The exemplary embodiment relates to a process discovery method and system for clustering, modeling, and visualizing process models from noisy logs using non-negative factorization and classification of activity sequences.
By way of background, business process discovery is the next level of understanding in the emerging field of business analytics, which allows organizations to view, analyze and adjust the underlying structure and processes that go into day-to-day operations. The challenges of a discovery procedure include gathering information of all of the components of a business process (technology, people, department procedures, and protocols), capturing concurrency, dealing with noise and incompleteness, and constructing a representation of the observed business processes and their variations. The information gathered enable viewing the causal and dynamic dependencies in processes and organizations, checking the conformance of the discovered processes with the models the organization specified (i.e. detecting good or bad deviations), fixing defects or enhancing process operations.

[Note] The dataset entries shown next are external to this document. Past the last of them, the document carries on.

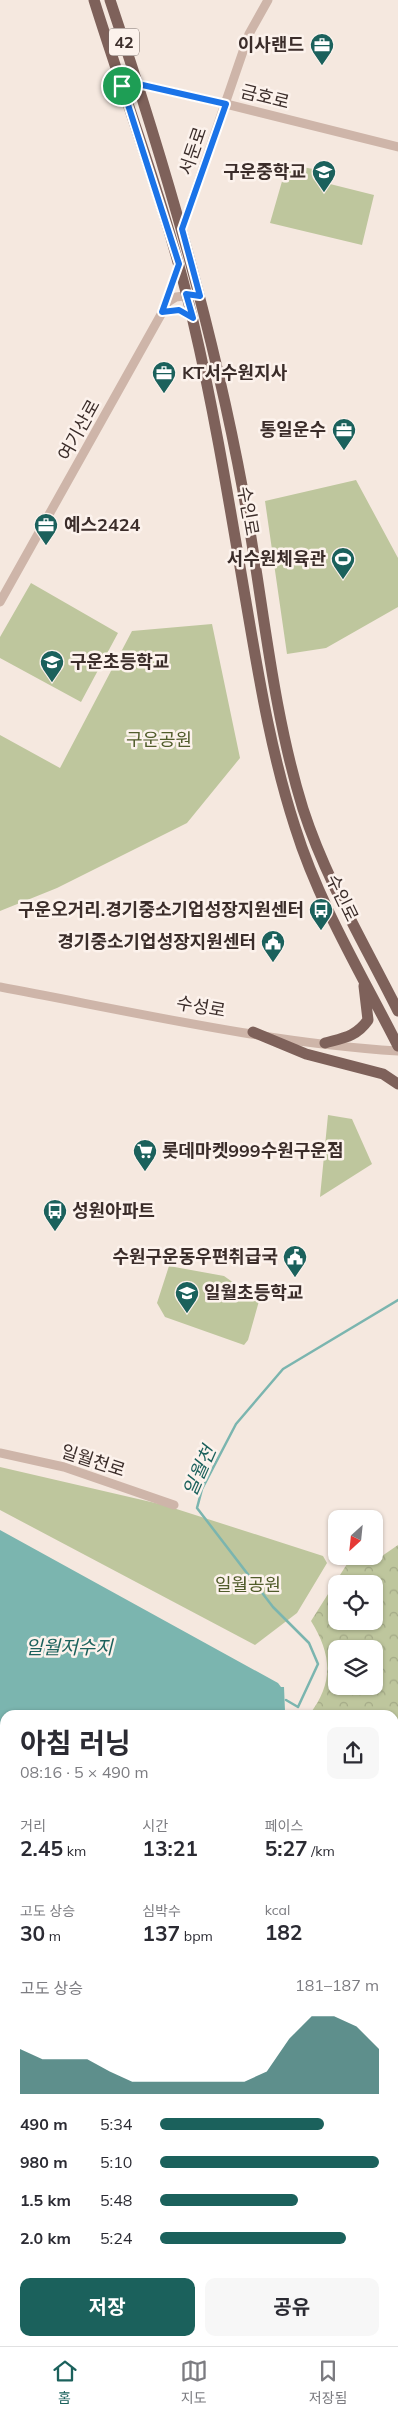 <!DOCTYPE html>
<html lang="ko">
<meta charset="utf-8">
<style>
:root{--surface:#fff;--page:#f7f7f7;--text:#2b2b33;--muted:#7c7c81;--line:#e1e1e2;--accent:#1b615c}
body{margin:0;font-family:Mulish,"Noto Sans KR",sans-serif;background:var(--page);color:var(--text);height:100vh;display:flex;flex-direction:column;font-size:19px;white-space:nowrap}
*{box-sizing:border-box;margin:0}
p{font-size:16px;color:var(--muted)}
.icon{flex:none;width:28px;height:28px;fill:none;stroke:currentColor;stroke-width:2;stroke-linecap:round;stroke-linejoin:round}
.map{position:relative;flex:1;overflow:hidden}
.sheet{position:absolute;left:0px;top:1710px;width:399px;height:636px;display:flex;flex-direction:column;background:var(--surface);border-radius:15px 15px 0 0;box-shadow:0 1px 4px #0004}
.sheet>*{flex:none}
.needle{width:32px;rotate:207deg}
.controls{position:absolute;left:328px;top:1510px;display:grid;gap:10px}
.controls a{display:grid;place-items:center;width:55px;height:55px;border-radius:10px;background:var(--surface);box-shadow:0 1px 4px #0004;font-size:25px}
.pin{position:absolute;display:grid;place-items:center;width:42px;height:42px;color:#fff;margin:-21px;border:2px solid #fff;border-radius:50%;box-shadow:0 1px 5px #0007}
.round{display:grid;place-items:center;flex:none;width:52px;height:52px;border-radius:10px;background:var(--page)}
.summary{display:flex;align-items:center;justify-content:space-between;height:85px;padding:0 20px}
h1{font-size:28px;font-weight:700;line-height:38px}
.stats{display:grid;grid-template-columns:repeat(3,1fr);gap:8px;height:85px;padding:5px 20px}
.stats div{display:grid;align-content:center}
.stats b{font-size:21px;font-weight:700}
.stats small{font-size:14px;font-weight:400}
.stats p{font-size:14px}
.chart{height:140px;padding:10px 20px}
.chart p{display:flex;justify-content:space-between}
.chart svg{width:100%;height:90px;margin-top:5px;fill:var(--accent);opacity:.7}
.action{display:flex;gap:10px;margin-top:auto;padding:10px 20px}
.action a{flex:1;height:58px;border-radius:10px;background:var(--accent);color:#fff;font-size:20px;font-weight:700;line-height:58px;text-align:center}
.action a+a{background:var(--page);color:var(--text)}
ul{padding:0 20px;list-style:none;font-size:16px}
li{display:grid;grid-template-columns:80px 60px 1fr;align-items:center;height:38px}
li i{height:12px;border-radius:6px;background:var(--accent)}
.dock{display:flex;justify-content:space-around;align-items:center;height:70px;border-top:1px solid var(--line);background:var(--surface);font-size:14px;color:var(--muted)}
.dock a{display:grid;justify-items:center;gap:2px}
.dock .current{color:var(--accent)}
.map>svg:first-child{display:block}
.green{fill:#bec69d}
.forest{fill:url(#forest-crowns);fill-rule:evenodd}
.water{fill:#7bb5af}
.lines{fill:none;stroke-linecap:round;stroke-linejoin:round}
.stream{stroke:#7bb5af;stroke-width:2.5}
.tertiary{stroke:#ceb5a9;stroke-width:9}
.secondary{stroke:#a3837a;stroke-width:10}
.primary{stroke:#7e615a;stroke-width:11}
.route-casing{stroke:#fff;stroke-width:10}
.route{stroke:#1a73e8;stroke-width:6}
.labels{text-anchor:middle;stroke-width:5;stroke-linejoin:round;paint-order:stroke}
.shield{fill:#fcf2ec;stroke:#756864;stroke-width:1}
.shield-label{font-size:16px;font-weight:bold;fill:#3b2d2a}
.poi-label{font-size:18px;font-weight:bold;fill:#3b2d2a;stroke:#fcf2ec;text-anchor:end}
.street-label{font-size:18px;fill:#3b2d2a;stroke:#fcf2ec}
.park-label{font-size:18px;fill:#515c2b;stroke:#fcf2ec}
.water-label{font-size:19px;font-style:italic;fill:#1b615c;stroke:#fcf2ec}
</style>
<div class="map">
<svg width="398" height="2346" viewBox="0 0 398 2346">
<defs>
<pattern id="forest-crowns" width="20" height="18" patternUnits="userSpaceOnUse" patternTransform="scale(1.25)"><rect width="20" height="18" fill="#bec69d"/><path d="M2 6a3 3 0 1 1 6 0M12 15a3 3 0 1 1 6 0" fill="none" stroke="#a4aa87"/></pattern>
</defs>
<rect width="100%" height="100%" fill="#f5e8df"/>
<!-- green -->
<path class="green" d="M287 164 313 169 314 180 374 195 362 245 270 223Z
M356 480 398 558V607L326 648 287 654 265 501Z
M31 583 118 633 81 702 0 658V637Z
M212 624 240 758 187 823 57 888 0 911V735L60 768 132 631Z
M328 1115 352 1119 372 1164 320 1197Z
M169 1266 224 1276 259 1301 248 1340 244 1345 165 1317 157 1303Z
M0 1467 164 1505 323 1556 327 1563 297 1613 255 1645 0 1510Z
M0 2175 5 2179V2246L0 2243Z
M5 2332V2341H56L66 2346H0V2333Z"/>
<!-- forest -->
<path class="forest" d="M374 1545 382 1556 398 1545V1955L394 1962V1857L397 1854 394 1850V1715H309C334 1683 332 1655 311 1621L352 1556H374ZM336 1584H374V1621H336ZM336 1649H374V1686H336Z
M394 2056H398V2346H241L244 2341H394Z"/>
<!-- water -->
<path class="water" d="M0 1530 278 1683 281 1687H284L285 1711H268L258 1715H5V2170L0 2166Z"/>
<g class="lines">
<!-- stream -->
<path class="stream" d="M286 1700 298 1707 318 1664 309 1643 273 1607 197 1508 202 1489 236 1424 283 1369 398 1300"/>
<!-- tertiary -->
<path class="tertiary" d="M122 86 138 84 226 104 398 147
M182 229 249 34 268 0
M179 264 162 312 179 310 193 318
M0 602 168 302 176 297 192 295
M0 987C129 1011 267 1043 398 1051
M0 1453 64 1467 174 1505
M394 1979 398 1972
M394 2038 398 2030
M0 2273 5 2275
M122 2341 131 2346"/>
<!-- secondary -->
<path class="secondary" d="M394 1999 398 1992
M394 2017 398 2010
M188 2346 191 2341
M213 2346 215 2341"/>
<!-- primary -->
<path class="primary" d="M94 0C127 106 168 212 193 321 215 414 230 508 246 602 259 678 271 753 295 827 319 904 362 975 398 1046
M110 0C164 161 212 324 243 491 263 597 271 706 303 809 326 880 365 945 398 1011
M253 1032 306 1054 383 1074 398 1084
M325 1043C343 1038 356 1037 368 1020L364 986"/>
</g>
<g class="lines">
<!-- route casing -->
<g class="route-casing">
<path id="route" d="M138 84 226 104 182 229 200 296 186 294 193 318 179 310 162 312 179 264 122 86Z"/>
</g>
<!-- route -->
<use href="#route" class="route"/>
</g>
<!-- icons -->
<defs>
<g id="office-pin" transform="scale(1.25)"><path d="M0 17L-7.5 6A9.5 9.5 0 1 1 7.5 6Z" fill="#1b615c" stroke="#fcf2ec"/><path d="M-6-3h4V-5.5h4V-3h4V5H-6ZM-1-4.5V-3h2v-1.5ZM-6 0V1H6V0Z" fill="#fff"/></g>
<g id="school-pin" transform="scale(1.25)"><path d="M0 17L-7.5 6A9.5 9.5 0 1 1 7.5 6Z" fill="#1b615c" stroke="#fcf2ec"/><path d="M0-5L7-2L0 1L-7-2ZM-4 1L0 2.5L4 1V4Q0 6-4 4Z" fill="#fff"/></g>
<g id="stadium-pin" transform="scale(1.25)"><path d="M0 17L-7.5 6A9.5 9.5 0 1 1 7.5 6Z" fill="#1b615c" stroke="#fcf2ec"/><path d="M0-5a6.5 5 0 1 0 0 10a6.5 5 0 1 0 0-10ZM-3.5-1.8h7v3.6h-7Z" fill="#fff"/></g>
<g id="bus-pin" transform="scale(1.25)"><path d="M0 17L-7.5 6A9.5 9.5 0 1 1 7.5 6Z" fill="#1b615c" stroke="#fcf2ec"/><path d="M-5-6H5V4H4V6H2V4H-2V6H-4V4H-5ZM-3.5-4V0h7V-4ZM-3.5 1.2v1.5H-2V1.2ZM2 1.2v1.5H3.5V1.2Z" fill="#fff"/></g>
<g id="civic-pin" transform="scale(1.25)"><path d="M0 17L-7.5 6A9.5 9.5 0 1 1 7.5 6Z" fill="#1b615c" stroke="#fcf2ec"/><path d="M-.6-6.5H3V-4.5H.6V-3L4-1V1h2V6H-6V1h2V-1L-.6-3ZM-1.2 2.5V6h2.4V2.5Z" fill="#fff"/></g>
<g id="supermarket-pin" transform="scale(1.25)"><path d="M0 17L-7.5 6A9.5 9.5 0 1 1 7.5 6Z" fill="#1b615c" stroke="#fcf2ec"/><path d="M-6-5.5h2.5l.6 2H6L4.5 2H-2.5L-4.4-4H-6ZM-1.5 3.2a1.3 1.3 0 1 0 .1 0ZM3 3.2a1.3 1.3 0 1 0 .1 0Z" fill="#fff"/></g>
</defs>
<g fill-rule="evenodd">
<use href="#office-pin" x="322" y="45"/>
<use href="#school-pin" x="324" y="172"/>
<use href="#office-pin" x="164" y="373"/>
<use href="#office-pin" x="344" y="430"/>
<use href="#office-pin" x="46" y="525"/>
<use href="#stadium-pin" x="343" y="559"/>
<use href="#school-pin" x="52" y="662"/>
<use href="#bus-pin" x="321" y="910"/>
<use href="#civic-pin" x="273" y="942"/>
<use href="#supermarket-pin" x="145" y="1151"/>
<use href="#bus-pin" x="55" y="1211"/>
<use href="#civic-pin" x="295" y="1257"/>
<use href="#school-pin" x="187" y="1293"/>
</g>
<g class="labels">
<!-- shield labels -->
<rect class="shield" x="109" y="28.5" width="30" height="27" rx="4"/>
<g class="shield-label">
<text x="124" y="48">42</text>
</g>
<!-- poi labels -->
<g class="poi-label">
<text x="304" y="51">이사랜드</text>
<text x="306" y="178">구운중학교</text>
<text x="182" y="379" text-anchor="start">KT서수원지사</text>
<text x="326" y="436">통일운수</text>
<text x="64" y="531" text-anchor="start">예스2424</text>
<text x="326" y="565">서수원체육관</text>
<text x="70" y="668" text-anchor="start">구운초등학교</text>
<text x="304" y="916">구운오거리.경기중소기업성장지원센터</text>
<text x="256" y="948">경기중소기업성장지원센터</text>
<text x="162" y="1157" text-anchor="start">롯데마켓999수원구운점</text>
<text x="72" y="1217" text-anchor="start">성원아파트</text>
<text x="278" y="1263">수원구운동우편취급국</text>
<text x="204" y="1299" text-anchor="start">일월초등학교</text>
</g>
<!-- street labels -->
<g class="street-label">
<text transform="translate(265 97) rotate(14)" y="6">금호로</text>
<text transform="translate(193 151) rotate(-71)" y="6">서둔로</text>
<text transform="translate(79 430) rotate(-61)" y="6">여기산로</text>
<text transform="translate(248 511) rotate(80)" y="6">수인로</text>
<text transform="translate(342 898) rotate(64)" y="6">수인로</text>
<text transform="translate(201 1007) rotate(10)" y="6">수성로</text>
<text transform="translate(93 1461) rotate(18)" y="6">일월천로</text>
</g>
<!-- park labels -->
<g class="park-label">
<text x="159" y="746">구운공원</text>
<text x="248" y="1591">일월공원</text>
</g>
<!-- water labels -->
<g class="water-label">
<text transform="translate(199 1471) rotate(-66)" y="7">일월천</text>
<text x="69" y="1654">일월저수지</text>
</g>
</g>
</svg>
<div class="controls">
<a><svg class="needle" viewBox="-14 -14 28 28"><path d="M0-13l5 13h-10z" fill="#e53935"/><path d="M0 13l5-13h-10z" fill="#7c7c81"/></svg></a>
<a><svg class="icon" aria-label="locate" viewBox="0 0 24 24"><circle cx="12" cy="12" r="6"/><path d="M12 2v4M12 18v4M2 12h4M18 12h4"/></svg></a>
<a><svg class="icon" aria-label="layers" viewBox="0 0 24 24"><path d="M12 4l9 5-9 5-9-5zM3 14l9 5 9-5"/></svg></a>
</div>
<div class="pin" style="left:122px;top:86px;background:#1e9e55"><svg class="icon" aria-label="arrive" viewBox="0 0 24 24"><path d="M6 21V4h12l-3 4 3 4H6"/></svg></div>
<section class="sheet">
<div class="summary"><div><h1>아침 러닝</h1><p>08:16 · 5 × 490 m</p></div><a class="round"><svg class="icon" aria-label="share" viewBox="0 0 24 24"><path d="M12 15V3M7 8l5-5 5 5M5 13v7h14v-7"/></svg></a></div>
<div class="stats">
<div><p>거리</p><b>2.45<small> km</small></b></div>
<div><p>시간</p><b>13:21</b></div>
<div><p>페이스</p><b>5:27<small> /km</small></b></div>
</div>
<div class="stats">
<div><p>고도 상승</p><b>30<small> m</small></b></div>
<div><p>심박수</p><b>137<small> bpm</small></b></div>
<div><p>kcal</p><b>182</b></div>
</div>
<div class="chart"><p><span>고도 상승</span>181–187 m</p>
<svg viewBox="0 0 160 44" preserveAspectRatio="none"><path d="M0 44V22L10 27L20 27L30 27L40 33L50 38L60 38L70 38L80 38L90 38L100 38L110 33L120 17L130 6L140 6L150 11L160 22V44z"/></svg>
</div>
<ul>
<li><b>490 m</b>5:34<i style="width:75%"></i></li>
<li><b>980 m</b>5:10<i style="width:100%"></i></li>
<li><b>1.5 km</b>5:48<i style="width:63%"></i></li>
<li><b>2.0 km</b>5:24<i style="width:85%"></i></li>
</ul>
<div class="action"><a>저장</a><a>공유</a></div>
</section>
</div>
<nav class="dock">
<a class="current"><svg class="icon" aria-label="home" viewBox="0 0 24 24"><path d="M3 11l9-7 9 7M6 9v11h12V9"/></svg>홈</a>
<a><svg class="icon" aria-label="map" viewBox="0 0 24 24"><path d="M3 6l6-2 6 2 6-2v14l-6 2-6-2-6 2zM9 4v14M15 6v14"/></svg>지도</a>
<a><svg class="icon" aria-label="saved" viewBox="0 0 24 24"><path d="M7 4h10v16l-5-4-5 4z"/></svg>저장됨</a>
</nav>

There are several families of approaches to do the actual discovery, many of which overlap in terms of the techniques used, such as direct algorithmic approaches (the α-algorithm), two-phase approaches (e.g., using hidden Markov Models), computational intelligence approaches (e.g., genetic process mining), etc. Such approaches may work well in specific contexts, but they have drawbacks, such as not dealing with noise and 1 and 2 node cycles, assuming one unique process to discover, producing “lossy” process mappings (that need to be adapted to fit the target language) and being rather slow.
Therefore, there is a need for a robust process discovery method that handles multiple processes in an organization, deals with noise in the process logs, and translates visually its findings. This suggests the need to combine a clustering method and probabilistic representations.